Guilt, Sadness and Age

Every time in life has its highs and lows. Childhood always seems so attractive to adults because it seems so carefree. Yet, having spent so much time with small children I can tell you that childhood is fraught with disappointments, hurts, "boo-boos", fears about fitting in and wishing for the next step--growing up.

Adolescence is even worse, yet it is also the most fun anyone ever has. All that peer pressure, swirling hormones and struggling to find an identity separate from parents, blended with parties, learning to drive and having friends that mean the world to you makes it the most exciting and troublesome part of our days. Then, there is the decision to go to college (and which one) or to find a suitable job or to join the military.

Young adulthood also brings new responsibilities, connections with peers, bosses who may or may not appreciate your own special talents and the search for that one special person who makes you feel complete. On the heels of all of this comes marriage, parenthood and often, a mortgage. This is the central most defining part of anyone's life in so many ways. There is sadness is giving up the freedoms of younger, carefree days, a sense of time suddenly passing too quickly. It also holds hopes for success; schedules that are often unrelenting, sleepless nights and watching children take their first steps and say their first words.

Before we can turn around children turn into preteens and we turn into middle aged people. We sometimes witness deaths of a parent or other loved one and become so much more aware of our own mortality. There is often guilt in lost relationships or for time seemingly squandered. There is sadness for dreams that might never come to be and new hope for our own graceful aging and dreams yet to be realized while supporting the burgeoning dreams of our children.

By far, the worst time can be old age. Infirmity and our own ability to accept those changes define the way the world sees us. We can be "old biddies" and "grumpy old men" or distinguished elder statespeople of our generation. Some of it is our choice, but much is not. The luck of the draw and the sadness of dreams that never came to be; lost friends or spouses and frailities that seize our bodies or minds define how we will age. There is guilt for opportunities that defied our reach; anger for days spent in pain or boredom; and sadness for a life that seemingly went by while we were paying attention to something else.

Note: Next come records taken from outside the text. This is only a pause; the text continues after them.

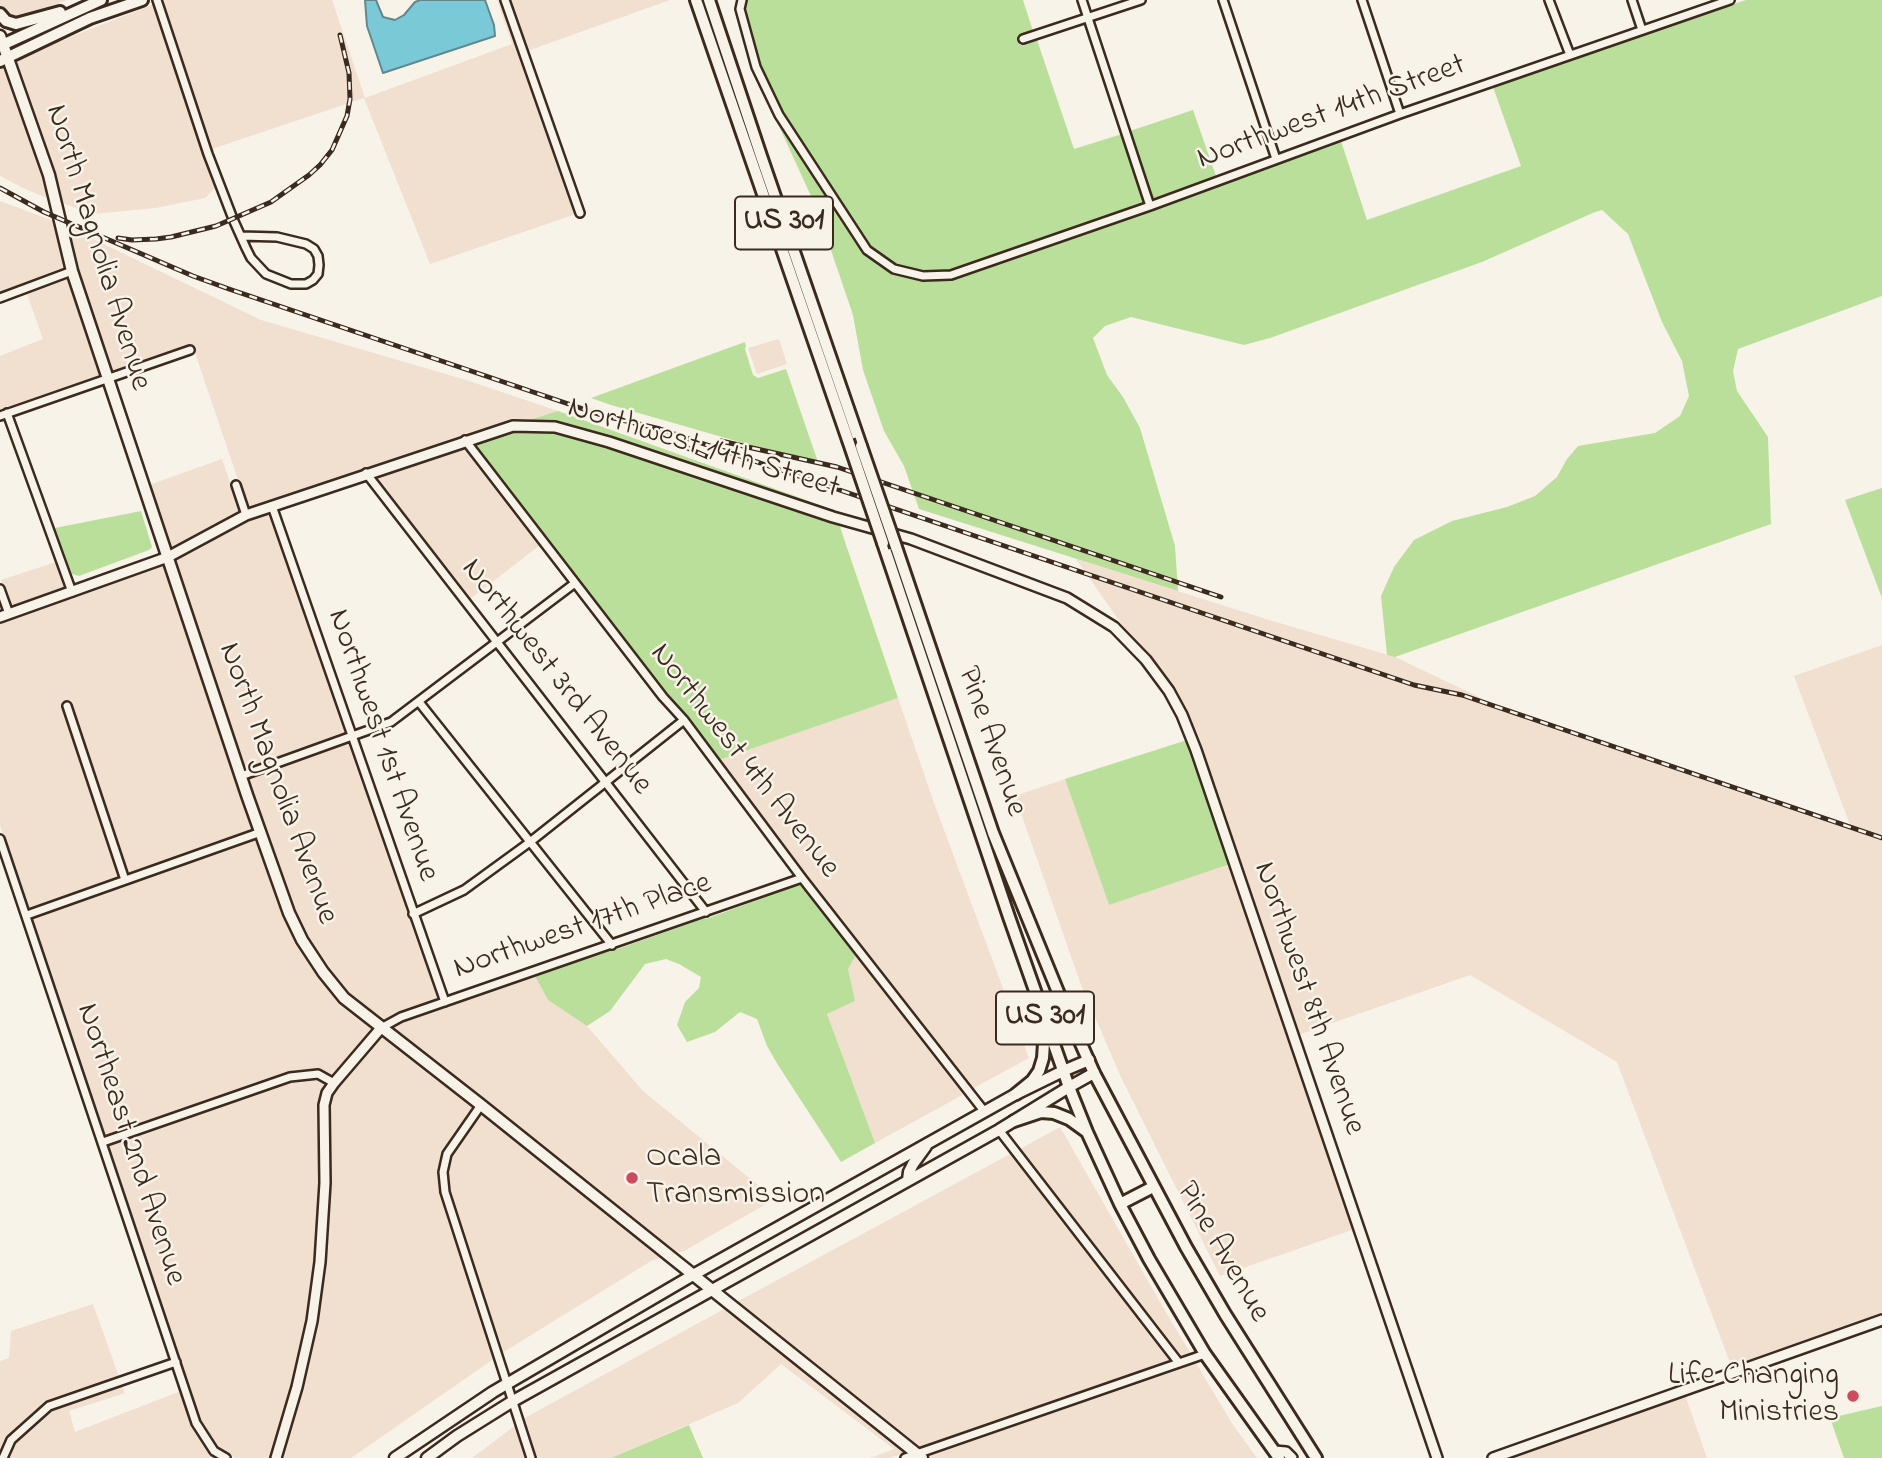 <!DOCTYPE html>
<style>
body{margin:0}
canvas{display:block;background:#f7f3e8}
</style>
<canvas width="1882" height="1458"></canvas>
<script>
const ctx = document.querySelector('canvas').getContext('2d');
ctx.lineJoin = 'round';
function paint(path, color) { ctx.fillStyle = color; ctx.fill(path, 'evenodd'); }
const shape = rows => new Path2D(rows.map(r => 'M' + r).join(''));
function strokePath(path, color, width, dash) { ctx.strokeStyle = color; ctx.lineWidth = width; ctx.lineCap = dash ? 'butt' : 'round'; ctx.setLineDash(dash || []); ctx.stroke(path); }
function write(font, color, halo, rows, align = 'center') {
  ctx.font = font + ' "Indie Flower",sans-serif'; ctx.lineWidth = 5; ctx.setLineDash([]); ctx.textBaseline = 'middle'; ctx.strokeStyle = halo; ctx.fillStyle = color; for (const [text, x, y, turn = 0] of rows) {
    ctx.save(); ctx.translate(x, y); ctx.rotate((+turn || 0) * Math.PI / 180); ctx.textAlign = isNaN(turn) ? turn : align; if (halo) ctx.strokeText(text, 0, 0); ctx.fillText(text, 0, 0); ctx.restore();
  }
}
paint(shape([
 [0,0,67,0,17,19,12,18,5,14,0,6],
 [167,0,332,0,365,98,512,44,497,0,500,0,576,214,430,264,364,98,212,149,163,1],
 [509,0,670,0,527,51],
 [154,4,216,187,205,198,156,208,92,214,60,202,14,62,35,51],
 [6,67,45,177,50,199,25,189,0,176,0,70],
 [0,201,56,222,67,268,0,293],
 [66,226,261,320,466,380,558,411,526,421,511,421,467,435,465,434,248,509,192,344,111,371,77,270],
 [70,277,103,374,0,410,0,356,43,339,27,294,0,303],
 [779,339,787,364,757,374,748,348],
 [464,446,540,545,469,600,373,476],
 [222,459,240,512,170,550,149,485],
 [269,512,346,733,244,770,174,559,247,519],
 [1076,559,1269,620,1395,657,1527,720,1852,830,1794,676,1882,645,1882,1315,1732,1368,1617,1062,1470,975,1298,1035,1200,749,1186,713,1172,688,1150,657,1127,632],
 [56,562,66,589,11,608,1,580],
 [165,563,255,829,127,874,70,700,62,702,119,877,29,909,0,825,0,623],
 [898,698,934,803,1029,1058,972,1089,805,876,719,760],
 [350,742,439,998,399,1012,382,1022,347,994,326,970,306,937,293,911,247,779],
 [1065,779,1109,905,1230,864,1355,1229,1220,1276,1120,1075,1080,982,1015,796],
 [258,839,298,942,319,975,341,1001,375,1028,333,1077,318,1069,288,1073,105,1136,32,918],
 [856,955,964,1094,875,1143,827,1014,855,1001,848,969],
 [535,976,548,1000,587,1026,643,1091,775,1199,684,1251,674,1254,390,1029,403,1021],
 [382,1034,475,1106,443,1151,439,1172,441,1193,495,1358,351,1458,281,1458,302,1389,316,1322,326,1248,328,1182,328,1107,331,1095,338,1086],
 [310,1079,318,1079,327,1084,323,1091,320,1105,320,1183,317,1246,307,1320,293,1385,272,1458,235,1458,217,1447,200,1421,108,1145,291,1082],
 [482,1112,663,1257,651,1261,502,1353,450,1191,448,1173,451,1156],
 [1060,1127,1168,1316,1191,1354,1180,1358,1020,1149],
 [1012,1153,1172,1361,917,1448,735,1303],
 [93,1304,119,1377,46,1402,8,1436,0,1454,0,1361,9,1358,11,1331],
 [726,1308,907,1452,890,1458,870,1458,894,1449,781,1364,738,1403,611,1458,535,1458,523,1419],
 [1196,1363,1233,1425,1257,1458,929,1458,927,1456,1179,1370],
 [122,1386,125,1393,69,1411,75,1432,181,1391,192,1424,211,1454,217,1458,9,1458,15,1443,51,1410],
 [1685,1395,1707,1458,1508,1458],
 [516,1425,526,1458,472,1458]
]), '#f1dfcf');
paint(shape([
 [746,0,1023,0,1033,31,1017,36,1020,45,1037,40,1074,149,1122,134,1144,203,950,270,923,271,896,265,870,247,783,112,760,66,745,10],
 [1746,0,1882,0,1882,296,1738,349,1733,371,1737,391,1768,437,1771,524,1395,657,1387,655,1381,596,1394,567,1414,540,1452,521,1507,507,1535,496,1557,477,1567,459,1578,446,1655,433,1680,416,1689,396,1682,361,1662,322,1628,234,1602,210,1595,212,1482,262,1270,338,1244,345,1131,317,1105,326,1093,338,1107,375,1123,397,1140,428,1175,546,1178,591,919,509,904,466,884,431,863,370,853,315,817,209,760,85,776,117,864,253,894,274,923,280,949,281,1155,209,1341,141,1367,220,1521,166,1493,87],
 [1193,110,1216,176,1152,200,1130,131],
 [745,342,746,346,745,349,753,375,758,378,786,369,819,465,611,405,591,398],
 [558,411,834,510,835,513,610,438,556,422,526,421],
 [514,431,555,432,608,447,839,524,898,698,719,760,684,713,666,694,473,443],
 [1882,488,1882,598,1845,500],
 [141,511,152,547,149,550,79,576,72,574,55,528],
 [1187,740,1230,864,1109,905,1065,779],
 [800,884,856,955,848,969,855,1001,827,1014,875,1143,841,1162,778,1065,767,1046,757,1019,740,1012,715,1032,687,1042,677,1025,685,1002,699,988,701,977,679,964,666,959,645,964,610,1011,587,1026,548,1000,535,976,611,950,612,951,705,918,706,919],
 [1882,1406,1882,1458,1844,1458,1830,1418],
 [689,1425,703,1458,611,1458]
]), '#badf9a');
const water = shape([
 [365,0,376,0,383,17,395,20,404,15,415,2,420,0,485,0,494,25,495,36,383,73,367,26,365,0]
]);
paint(water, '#7ac9d7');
strokePath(water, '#61898d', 2);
const minor = shape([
 [157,0,208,154,233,219,246,248,251,258,266,274,291,284,306,284,313,280,318,274,319,265,318,256,314,249,306,244,277,237,241,236],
 [505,0,580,213],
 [742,0,740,9,756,67,779,115,867,250,894,269,923,276,951,275,1150,206,1400,114,1730,0],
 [1082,0,1150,206],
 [1223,0,1276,159],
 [1362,0,1400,114],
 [1549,0,1570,55],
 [1632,0,1642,30],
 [1023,39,1141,0],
 [0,298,72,271],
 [7,413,72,592],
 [0,416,190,350],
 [465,440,663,697,684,720,802,878,984,1111],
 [366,473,706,912],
 [236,485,246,515],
 [272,506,445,1002],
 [0,589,9,614],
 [419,702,612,945],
 [67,706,125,880],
 [241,776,391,722,575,583],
 [0,839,196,1423,214,1451,226,1458],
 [413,914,464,890,530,842,684,720],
 [27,915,261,832],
 [381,1028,401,1017,802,878],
 [481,1105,447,1154,443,1172,445,1192,531,1458],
 [999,1130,1179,1363],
 [103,1142,290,1077,318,1074,334,1083],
 [3,1458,11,1440,49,1406,176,1362],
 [905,1458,1205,1354]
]);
const tertiary = shape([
 [0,617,168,557,246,515,513,426,555,427,609,442,833,517,911,539,1067,598,1114,627,1146,660,1169,691,1182,715,1196,750,1437,1458],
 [1274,1451,1286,1452,1292,1458],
 [276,1458,297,1387,312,1321,320,1262,325,1183,324,1105,327,1093,334,1083,381,1028],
 [1493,1458,1882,1320]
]);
const secondary = shape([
 [0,36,49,175,72,271,247,795,289,913,302,940,323,972,344,998,481,1105,922,1458],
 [908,1180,909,1172,913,1164,926,1146],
 [395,1458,493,1392,693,1275,1016,1094,1063,1071,1089,1060],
 [427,1458,457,1436,513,1401,999,1130,1069,1087,1094,1073]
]);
const primary = shape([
 [0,14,6,21,16,24,60,12],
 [0,46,101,0],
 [0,61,90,18,142,0]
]);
const trunk = shape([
 [696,0,848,440],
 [709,0,761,156,861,446],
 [883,543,1009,917,1069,1087,1087,1132,1120,1204,1149,1259,1205,1354,1279,1458],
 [896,547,993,833,1058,992,1094,1073,1186,1247,1225,1314,1316,1458],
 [1016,1094,1032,1081,1039,1071,1043,1058,1045,1028],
 [1014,1121,1041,1112,1054,1113,1069,1119,1087,1132],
 [1120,1204,1153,1187]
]);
strokePath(minor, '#3b2a1e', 12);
strokePath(tertiary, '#3b2a1e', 14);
strokePath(secondary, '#3b2a1e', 15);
strokePath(primary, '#3b2a1e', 16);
strokePath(trunk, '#3b2a1e', 16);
strokePath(minor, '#f7f3e8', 7);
strokePath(tertiary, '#f7f3e8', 9);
strokePath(secondary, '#f7f3e8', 10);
strokePath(primary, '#f7f3e8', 10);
strokePath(trunk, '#f7f3e8', 10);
const rail = shape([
 [0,188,44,212,193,276,229,289,601,415,660,429,1414,685,1462,695,1882,838],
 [118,238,132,240,156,239,171,237,216,226,271,202,309,175,320,165,332,150,347,116,350,99,349,73,340,35],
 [721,441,837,467,1221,597],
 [683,446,708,457]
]);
strokePath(rail, '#3b2a1e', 5);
strokePath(rail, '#f7f3e8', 2.5, [8]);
const trunkBridge = shape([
 [848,440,883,543],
 [861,446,896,547]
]);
strokePath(trunkBridge, '#3b2a1e', 16, []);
strokePath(trunkBridge, '#f7f3e8', 10);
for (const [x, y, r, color] of [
 [632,1178,7,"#d1495b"],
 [1853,1396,7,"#d1495b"]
]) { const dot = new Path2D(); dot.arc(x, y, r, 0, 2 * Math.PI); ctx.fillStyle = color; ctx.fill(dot); strokePath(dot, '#f7f3e8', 2.5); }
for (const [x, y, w] of [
 [784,223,98],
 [1045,1018,98]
]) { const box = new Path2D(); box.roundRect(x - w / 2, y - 26.5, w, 53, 5); ctx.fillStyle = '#f7f3e8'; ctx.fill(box); strokePath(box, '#3b2a1e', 2); }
write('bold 30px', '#3b2a1e', null, [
 ["US 301",784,223],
 ["US 301",1045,1018]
]);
write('32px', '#3b2a1e', '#f7f3e8', [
 ["Northwest 14th Street",1332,114,-20],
 ["North Magnolia Avenue",96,248,73],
 ["Northwest 14th Street",703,450,17],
 ["Northwest 3rd Avenue",555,678,52],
 ["Pine Avenue",990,742,71],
 ["Northwest 1st Avenue",381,746,71],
 ["Northwest 4th Avenue",743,762,52],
 ["North Magnolia Avenue",276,784,70],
 ["Northwest 17th Place",583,928,-19],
 ["Northwest 8th Avenue",1307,999,71],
 ["Northeast 2nd Avenue",129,1145,72],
 ["Pine Avenue",1221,1253,60]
]);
write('32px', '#3b2a1e', '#f7f3e8', [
 ["Ocala",646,1160],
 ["Transmission",646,1197],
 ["Life Changing",1839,1378,"right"],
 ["Ministries",1839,1415,"right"]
], 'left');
</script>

There is also the gift of more free time, glowing memories of trips taken and love that endures forever.

Each time of life has its good days and its bad. Life challenges us to rise above the guilt, sadness and aging that is inevitable and revel in the smallest genuinely joyful moments that fill our hearts with happiness and may be remembered vividly in the twilight of our days.

Saturday, February 13, 2010

For the Love of Mom

It seems fitting since tomorrow is Valentine's Day to think about how to make mom really happy on the day of love. This has been increasingly difficult since my Dad died 20 years ago. Of course, I could clearly understand her sadness on the one day each year that people declare their love. But, just as I was getting the hang of that one--telling her about the accomplishments of her grandchildren, bringing a box of sweets or sharing the cute things the great-grandchildren have said, I am now in a new arena. With mom now in a nursing facility, the only thing that I could possibly say to make her happy would be to tell her she's going HOME!

The notion of going home and finding solace is as old as man--even the cavemen were probably thrilled to put their clubs at the door, kiss the wife and settle in for a nice time by the fire. When home is the sanctuary it is a blessing. This is mom's fond memory. However, now, going home would never be what she remembered because it would involve full time aides to keep her safe. She would hate having a stranger in the house all the time "watching her" ( as she says). Yet, this is the reality that we face--she can be home and unhappy with the turn of events, while we scramble to piece together the right mix of kindly, affordable aides for just long enough to use up her assets and then move her back into a nursing facility; or pray that the daily barrage of "when am I getting out of here?" finally stops and she makes her peace with the nursing home as her abode. If her handling of her finances hadn't been the way it was, there might have been other options, but for now, until I win the big lottery, I cannot fix the series of events that were put in motion by poor choices and dementia.

I really want to be the daughter who lovingly visits and brings sunshine into my mom's life, particularly on Valentine's weekend, but I know that instead we will go head to head trying to explain something that she can never really understand. I wish a geriatrics professional could give the recipe for handling this, but to date, no one has the answer. They all just say to humor her. This is not working, and my ability to cope with it is suffering the consequences.

Mom-- I know you won't really believe it, but I love you and want the best for you. Home is not what you really want. What you really want is to be capable and independent again and this, my love is not today's reality. Happy Valentine's Day from your daughter.